Le prime otto Appendici e l’ultima, in verità, sono strettamente funzionali allo studio delle Lezioni contenute nel Primo Volume. Nelle prime due, infatti, è riportato il testo dell’articŭlus decĭmus di Tommaso analizzato passo passo nel corso delle diciannove Lezioni; per la precisione, la prima Appendice contiene la versione originale dell’articŭlus, secondo l’edizione leonina; la seconda invece presenta quelle stesse pagine, ma con trasposizione delle parole latine in modo conforme alla costruzione italiana e con traduzione interlineare. È possibile, certo, trovare entrambi i testi disseminati nel corso delle quattrocento pagine del Primo Volume: qui tuttavia sono stati opportunamente riuniti, l’uno di seguito all’altro, senza interruzioni. La terza Appendice poi, la più lunga, riporta le schede di analisi del periodo, della proposizione e della parola, interamente compilate, relative alle tre analisi che dello scritto di Tommaso sono prodotte all’interno del Primo Volume. Esse vanno utilizzate per confrontarle con le schede alla fine delle Lezioni, dopo che il lettore del Primo Volume le abbia man mano compilate da sé. Le Appendici dalla quarta all’ottava riportano invece l’elenco delle congiunzioni e degli avverbi, delle preposizioni e dei complementi, dei paradigmi verbali, dei sostantivi e degli aggettivi incontrati nel corso dello studio dell’articŭlus decĭmus, nonché delle etimologie presentate. Chi poi, terminato lo studio di questo manuale, continuasse a leggere testi in latino, potrebbe ovviamente proseguire con profitto nella compilazione di queste cinque Appendici, con l’aggiunta delle altre congiunzioni, avverbi, preposizioni, complementi, paradigmi, sostantivi ed aggettivi che man mano incontrasse, e delle etimologie scoperte. L’ultima Appendice infine, la quattordicesima, contiene l’Indice dei Nomi relativo al Primo Volume: il lettore potrà così trovare agevolmente le pagine in cui venga trattato l’argomento a proposito del quale abbia bisogno di fare un ripasso od ottenere un chiarimento.
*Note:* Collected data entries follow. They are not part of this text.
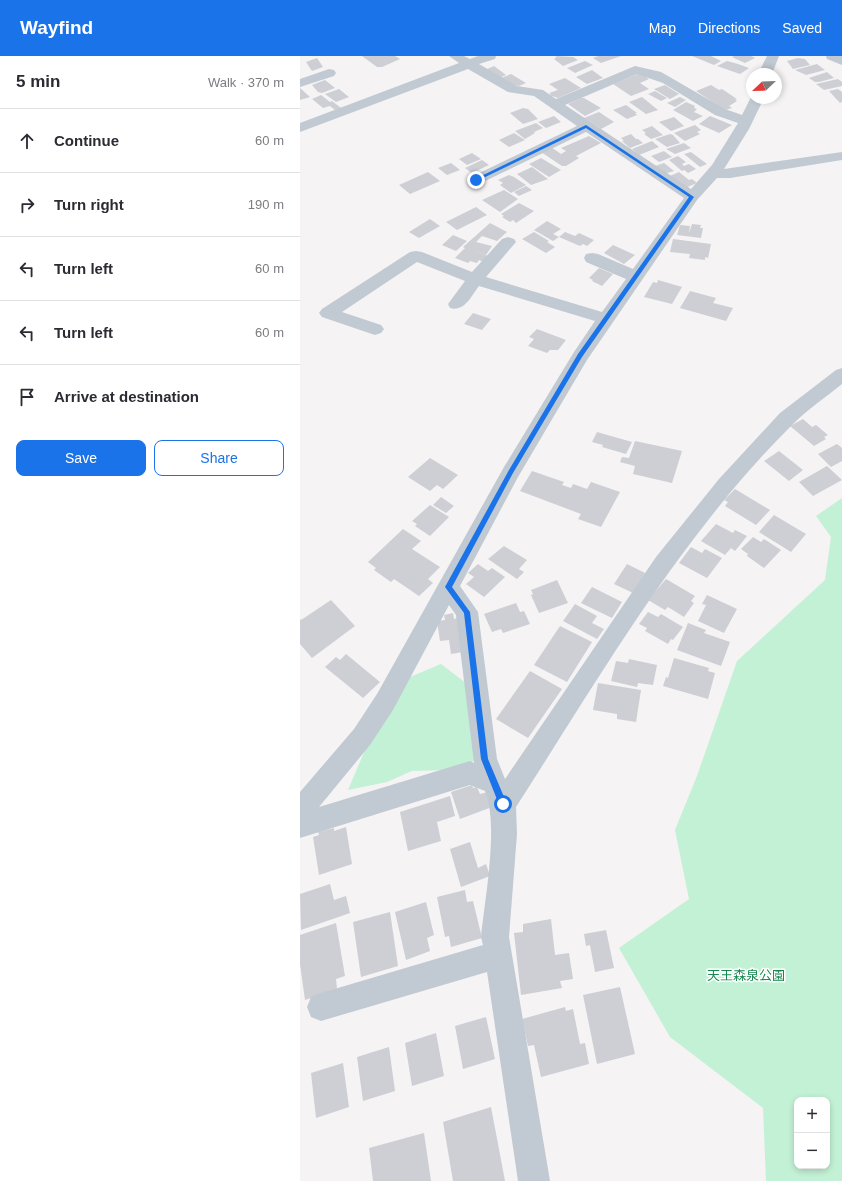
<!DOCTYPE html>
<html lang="en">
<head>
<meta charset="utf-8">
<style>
  :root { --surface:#fff; --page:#f7f7f7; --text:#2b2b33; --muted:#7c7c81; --line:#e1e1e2; --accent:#1a73e8 }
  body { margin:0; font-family:Helvetica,"Noto Sans JP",sans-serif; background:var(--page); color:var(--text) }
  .controls { position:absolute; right:12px; bottom:12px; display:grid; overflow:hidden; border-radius:8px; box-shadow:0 2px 6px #0003 }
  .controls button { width:36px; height:36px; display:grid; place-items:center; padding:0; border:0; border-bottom:1px solid var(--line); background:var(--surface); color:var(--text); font:20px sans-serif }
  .compass { position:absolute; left:446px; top:12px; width:36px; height:36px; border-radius:50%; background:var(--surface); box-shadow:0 2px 6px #0003; rotate:247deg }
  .stop { position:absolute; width:12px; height:12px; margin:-9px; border:3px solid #1a73e8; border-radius:50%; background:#fff }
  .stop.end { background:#1a73e8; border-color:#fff; box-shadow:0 1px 4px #0008 }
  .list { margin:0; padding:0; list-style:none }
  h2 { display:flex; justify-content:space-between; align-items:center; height:52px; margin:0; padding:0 16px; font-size:17px }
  h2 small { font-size:13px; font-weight:400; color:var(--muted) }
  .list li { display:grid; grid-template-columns:26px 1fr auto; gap:12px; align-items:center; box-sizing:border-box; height:64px; padding:0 16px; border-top:1px solid var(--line) }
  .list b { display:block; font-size:15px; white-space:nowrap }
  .list em { font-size:13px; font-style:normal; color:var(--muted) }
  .actions { display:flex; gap:8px; padding:12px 16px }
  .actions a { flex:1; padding:9px 0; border:1px solid var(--accent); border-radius:8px; text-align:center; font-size:14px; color:var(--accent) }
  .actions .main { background:var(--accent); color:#fff }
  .icon { flex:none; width:22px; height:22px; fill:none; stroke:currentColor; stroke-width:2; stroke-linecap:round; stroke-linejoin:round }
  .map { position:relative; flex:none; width:542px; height:1125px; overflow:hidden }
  header { display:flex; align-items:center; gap:24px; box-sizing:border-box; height:56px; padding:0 20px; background:var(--accent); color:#fff }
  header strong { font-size:19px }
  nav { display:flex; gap:22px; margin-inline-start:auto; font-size:14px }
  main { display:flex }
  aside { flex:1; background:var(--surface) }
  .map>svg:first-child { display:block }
</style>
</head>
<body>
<header>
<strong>Wayfind</strong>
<nav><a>Map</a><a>Directions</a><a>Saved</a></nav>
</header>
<main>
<aside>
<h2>5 min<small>Walk · 370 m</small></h2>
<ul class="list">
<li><svg class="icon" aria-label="ahead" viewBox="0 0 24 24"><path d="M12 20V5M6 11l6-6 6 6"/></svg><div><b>Continue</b></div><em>60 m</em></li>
<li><svg class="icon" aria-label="right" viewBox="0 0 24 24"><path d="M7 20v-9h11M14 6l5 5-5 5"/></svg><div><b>Turn right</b></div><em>190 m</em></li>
<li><svg class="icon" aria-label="left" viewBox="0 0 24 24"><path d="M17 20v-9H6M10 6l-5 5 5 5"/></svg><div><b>Turn left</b></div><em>60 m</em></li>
<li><svg class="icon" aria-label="left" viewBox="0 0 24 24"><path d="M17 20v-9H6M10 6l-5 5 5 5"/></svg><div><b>Turn left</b></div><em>60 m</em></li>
<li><svg class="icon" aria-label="arrive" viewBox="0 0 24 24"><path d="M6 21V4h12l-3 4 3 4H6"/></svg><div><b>Arrive at destination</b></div></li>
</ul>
<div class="actions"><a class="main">Save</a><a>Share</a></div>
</aside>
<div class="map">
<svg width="542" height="1125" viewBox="0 0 542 1125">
  <rect width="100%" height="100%" fill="#f5f3f3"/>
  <path fill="#c3f1d5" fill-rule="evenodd" d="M542 442V1125H466L463 1052 370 981 319 892 389 843 375 774 397 720 437 605 525 524 531 481 516 460ZM497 1044H527V1110H497Z
    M141 608 166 627 177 704 149 714 112 715 87 726 48 734 68 687 110 621Z"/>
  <path fill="#cdcfd5" d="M62 0H95L100 3 82 11H77Z
    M255 0 273 1 278 4 263 10 254 3 257 1Z
    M298 0H321L301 7 293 2Z
    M392 0H411L421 5 414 9Z
    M434 0H451L455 2 445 7 432 1Z
    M17 2 23 11 12 15 6 6Z
    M498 2 505 3 510 9 493 13 487 5Z
    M285 5 293 9 275 17 267 12Z
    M427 5 438 8 449 12 440 18 417 10Z
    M517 8 525 14 506 19 495 14Z
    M194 10 206 19 199 22 187 13Z
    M292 14 303 22 287 28 276 21Z
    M527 16 534 22 519 26H515L509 22Z
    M340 17 349 23 340 27 349 33 331 40 313 28Z
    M211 18 226 27 219 30 210 28 201 22Z
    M265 22 281 32 258 42 249 39 251 38 249 37 258 34 249 28Z
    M538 23 542 26V30L524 34 516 28Z
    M25 24 35 32 22 37 18 36 12 29Z
    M365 29 379 38 370 43 354 33Z
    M411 29 419 34 422 33 437 43H435L437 45 429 50 432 52 425 54 396 35Z
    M0 32 10 41 0 44Z
    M39 33 49 41 36 46 25 38Z
    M538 33 542 36V46L540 47 529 35Z
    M355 35 367 42 361 45 348 38Z
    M21 39 30 46 32 45 41 52 35 54 30 50 23 52 12 43Z
    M342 41 358 54 346 58 329 46Z
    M380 41 386 44 375 51 367 47Z
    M281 42H284L301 52 285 60 268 48Z
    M386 46 395 50 394 52 397 53 394 56 403 60 393 65 373 54Z
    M326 49 337 57H335L337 59 327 63 313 54Z
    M223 52 228 53 238 63 223 68 210 57Z
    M299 56 314 66 301 73 284 62Z
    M254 60 261 66 246 72 238 66Z
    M410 60 432 69 419 77 399 68Z
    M374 61 384 70 371 75 359 66Z
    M236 67 243 72 234 76 235 77 225 83 215 75Z
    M395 69 401 74 397 76 400 78 385 85 374 77Z
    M352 70 363 79 351 83 344 78 346 77 342 74Z
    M214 77 225 84 209 91 199 84Z
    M331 78 336 83H338L343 87 330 92 322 85H324L321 82Z
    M370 78 373 79 380 87 367 91 355 83Z
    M289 80 301 87 276 100 279 102 266 110H262L241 96 251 91 261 98 266 95 261 92Z
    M352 85 359 91 339 99 332 93Z
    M384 87 391 92 375 98 366 93Z
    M364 95 372 101 359 106 351 100Z
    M391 96 407 108 400 111 384 98Z
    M172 97 181 103 167 109 159 103Z
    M378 100 386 106 382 108 384 110 389 108 396 113 388 117 384 114 382 115 369 104Z
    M241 102 261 114 249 121 229 108Z
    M182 104 189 109 172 117 165 112Z
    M151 107 160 114 147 119 138 112Z
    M364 107 374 115 364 118 355 110Z
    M232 111 248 123 231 129 217 118Z
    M128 116 140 125 110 138 99 129Z
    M379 116 389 124 392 123 397 127 385 132 370 120Z
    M209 119 214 121 226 129 211 137 200 129 203 127 198 124Z
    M226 130 232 134 219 140 214 136Z
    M204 134 218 143 200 156 182 144Z
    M219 147 234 155 216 167 213 164 210 166 202 161 204 160 201 158Z
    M176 151 187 159 157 174 146 166Z
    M130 163 140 170 119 182 109 176Z
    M247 165 261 173 253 178 259 181 253 185 234 174Z
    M190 167 207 176 197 185 182 180 176 186 192 190 186 199 170 193 188 200 183 206 179 204 177 207 170 205 168 207 155 202 165 192 163 191Z
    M392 168 401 169 400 172H403L401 182 377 179 380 169 390 170 389 177Z
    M234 176 249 185 247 186 255 191 246 197 222 183Z
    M265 176 275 180 279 177 294 184 287 190 283 188 280 190 259 181Z
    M153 179 167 185 156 195 142 189Z
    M373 183 411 188 408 202 405 201V204L389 202 390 198 370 196Z
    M313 189 335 199 324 208 304 197Z
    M299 212 313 218 302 230 292 225 293 224 289 222Z
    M358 224 382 231 372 248 344 241 353 226 357 227Z
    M390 235 416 242 413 247 433 252 426 265 380 252Z
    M173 257 191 263 182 274 164 268Z
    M237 273 266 284 258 294H250L247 297 228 290 234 283 229 281Z
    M503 363 512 371 516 369 528 379 524 381 526 383 514 390 490 370Z
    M297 376 332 386 326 398 302 391 303 389 292 386Z
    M335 385 382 395 372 427 333 418 335 410 320 406 322 401 329 402Z
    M537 388 542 392V405L531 411 518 398Z
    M479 395 503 414 489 425 464 405Z
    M130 402 158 419 143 433 137 429 130 435 108 421Z
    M527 410 542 424 513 440 499 426Z
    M232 415 264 426 262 429 271 432 273 428 287 433 291 426 320 436 301 471 278 463 281 458 220 435Z
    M435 433 470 454 456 469 425 450 428 446 424 444Z
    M141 441 154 450 146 457 133 449Z
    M130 449 149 461 130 480 115 470 117 468 112 465Z
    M474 459 506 478 491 496 459 476Z
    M416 468 433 477 435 474 447 480 435 495 431 492 425 499 401 485Z
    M103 473 121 485 112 493 140 511 128 523 133 527 119 540 94 523 91 526 74 514 76 512 68 506Z
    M453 481 461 486 464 483 481 494 464 512 447 500 448 498 441 493Z
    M204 490 227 504 219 513 224 516 217 523 188 503Z
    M391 491 402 497 405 493 422 502 407 522 379 507Z
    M178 508 188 515 192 512 205 521 184 541 166 528 174 521 168 517Z
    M327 508 345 517 333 537 314 528Z
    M366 523 395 540 391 545 394 547 384 561 368 551 365 554 348 544Z
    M257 524 268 547 239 557 231 539 233 538 231 534Z
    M292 531 322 546 312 562 281 547Z
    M407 539 437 553 424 577 398 565 406 549 402 548Z
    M31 544 55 570 12 602 0 588V563L1 564Z
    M216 547 220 556 224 555 230 568 203 577 201 573 192 576 184 558Z
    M275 548 297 560 292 567 304 573 297 583 263 565Z
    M348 556 358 561 361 558 383 571 373 584 371 583 368 588 345 575 347 572 339 568Z
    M153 557 154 563 158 562 163 596 151 598 149 584 140 585 137 565 145 564 144 559Z
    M388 567 406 574 404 577 430 586 421 610 377 594Z
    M260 570 292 586 267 626 234 609Z
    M46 598 80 626 63 642 25 611 36 601 40 604Z
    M374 602 409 612 408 615 415 617 408 643 363 630 366 621 368 622Z
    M329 603 357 609 353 629 338 627 337 631 311 625 316 605 328 607Z
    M230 615 262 633 228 682 196 663Z
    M298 627 341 634 336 666 317 663V658L293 654Z
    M172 729 173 732 177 731 180 738 188 736 192 751 160 763 151 736Z
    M150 740 155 760 137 766 141 785 108 795 100 756Z
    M46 771 52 808 19 819 13 781 19 779 18 776 34 772V775Z
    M170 786 178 812 186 808 190 820 161 831 150 793Z
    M30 828 34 844 46 840 50 857 1 874 0 838Z
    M165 834 167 846 173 845 182 882 151 891 149 880 145 881 137 841Z
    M126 846 134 879 127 882 130 895 106 904 95 856Z
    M90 856 98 910 61 921 53 866Z
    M251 863 255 899 269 897 273 923 260 925 262 932 221 939 214 877 223 876V868Z
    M36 867 45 920 36 923 37 933 5 944 0 908V879Z
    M306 874 314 912 295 916 290 889 286 890 284 878Z
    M320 931 335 998 297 1008 283 939Z
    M265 951 266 955 273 953 280 988 285 987 289 1008 241 1021 234 989 228 990 222 963Z
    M186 961 195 1003 163 1013 155 970Z
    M136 977 144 1020 112 1030 105 987Z
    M89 991 95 1035 63 1045 57 1001Z
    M43 1007 49 1051 16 1062 11 1017Z
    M191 1051 205 1125H153L143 1066Z
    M124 1077 131 1125H73L69 1092Z"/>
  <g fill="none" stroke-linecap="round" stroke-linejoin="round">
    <path fill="#c1cad2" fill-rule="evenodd" d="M149 0H164L170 3 178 0H196L195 3 179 8 217 30 243 34 256 43 335 10 361 16 425 53 442 59 452 39V42H464L449 73 424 113 542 96V104L430 122H417L397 144 287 304 218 421 160 530 178 556 197 703 205 723 356 501 419 423 480 357 536 314 542 312V328C526 341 508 353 493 368 381 479 301 619 216 751L217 778 209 881 250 1125H218L187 916 21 965 11 961 7 951 11 941 21 937 183 889 181 881C185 842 199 769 185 735L170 729 0 782V736L54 673 77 638 204 411 274 296 295 265 179 230C171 240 165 256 150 252L148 248 165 225 117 206 42 256 81 269 84 273 81 277 75 279 69 277 22 261 19 257 22 253 110 196 116 195 122 196 172 216 202 183 208 181 214 183 216 186 186 221 302 256 326 223 286 206 284 202 286 198 292 197 298 198 333 213 384 142 286 76 181 127H171L169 124 171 121 277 70 234 40 208 36 168 13 0 76V67L159 7ZM337 18 363 27 415 59 438 67 412 109 391 133 265 49ZM149 549 156 559 174 707 170 705 19 751 70 689 93 654Z
      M467 0H479L472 18H458Z
      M526 0H542V9L527 3Z
      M29 13 34 14 36 17 34 20 0 31V23Z"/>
  </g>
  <path fill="#1a73e8" d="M286 69 394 141 282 301 213 417 152 531 170 556 188 703 207 748 203 752 200 751 181 703 164 557 145 531 209 414 278 298 389 141 286 72 177 125 173 124Z"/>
  <g text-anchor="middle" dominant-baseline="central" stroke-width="3" stroke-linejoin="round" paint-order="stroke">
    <g font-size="13" fill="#17864f" stroke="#fff">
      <text x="446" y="919">天王森泉公園</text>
    </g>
  </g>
</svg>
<div class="controls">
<button>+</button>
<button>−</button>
</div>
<svg class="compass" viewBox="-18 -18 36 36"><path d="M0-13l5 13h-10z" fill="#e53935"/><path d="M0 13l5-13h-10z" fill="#7c7c81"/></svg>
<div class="stop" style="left:203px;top:748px"></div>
<div class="stop end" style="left:176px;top:124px"></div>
</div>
</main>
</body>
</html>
L’altra metà delle Appendici contiene le schede grammaticali che si trovano in qualunque grammatica latina; esse pertanto continueranno presumibilmente ad essere utili anche in seguito, nella prosecuzione dello studio di testi latini a partire dalle basi acquisite grazie al nostro manuale. Nello specifico, nella nona Appendice, hanno posto le cinque declinazioni; nella decima, gli aggettivi di prima e seconda classe; nell’undicesima, i pronomi; nella dodicesima, le quattro coniugazioni verbali e nella tredicesima quelle del verbo sum e di possum. In queste ultime due Appendici, il lettore troverà anche i tempi verbali non studiati nel Primo Volume, perché non incontrati durante la lettura dell’articŭlus decĭmus: l’imperfetto, il futuro semplice, il piuchepperfetto ed il futuro anteriore del modo indicativo; l’imperfetto, il perfetto ed il piuchepperfetto del congiuntivo; l’infinito futuro; l’imperativo ed il supino. Queste aggiunte rendono le schede grammaticali presenti in questo libro, pur nella loro essenzialità, complete.


Ci congediamo da questa nuova fatica con l’augurio che essa possa essere uno strumento utile nelle mani di quanti vorranno proseguire in uno studio amorevole e spiritualmente utile della lingua latina.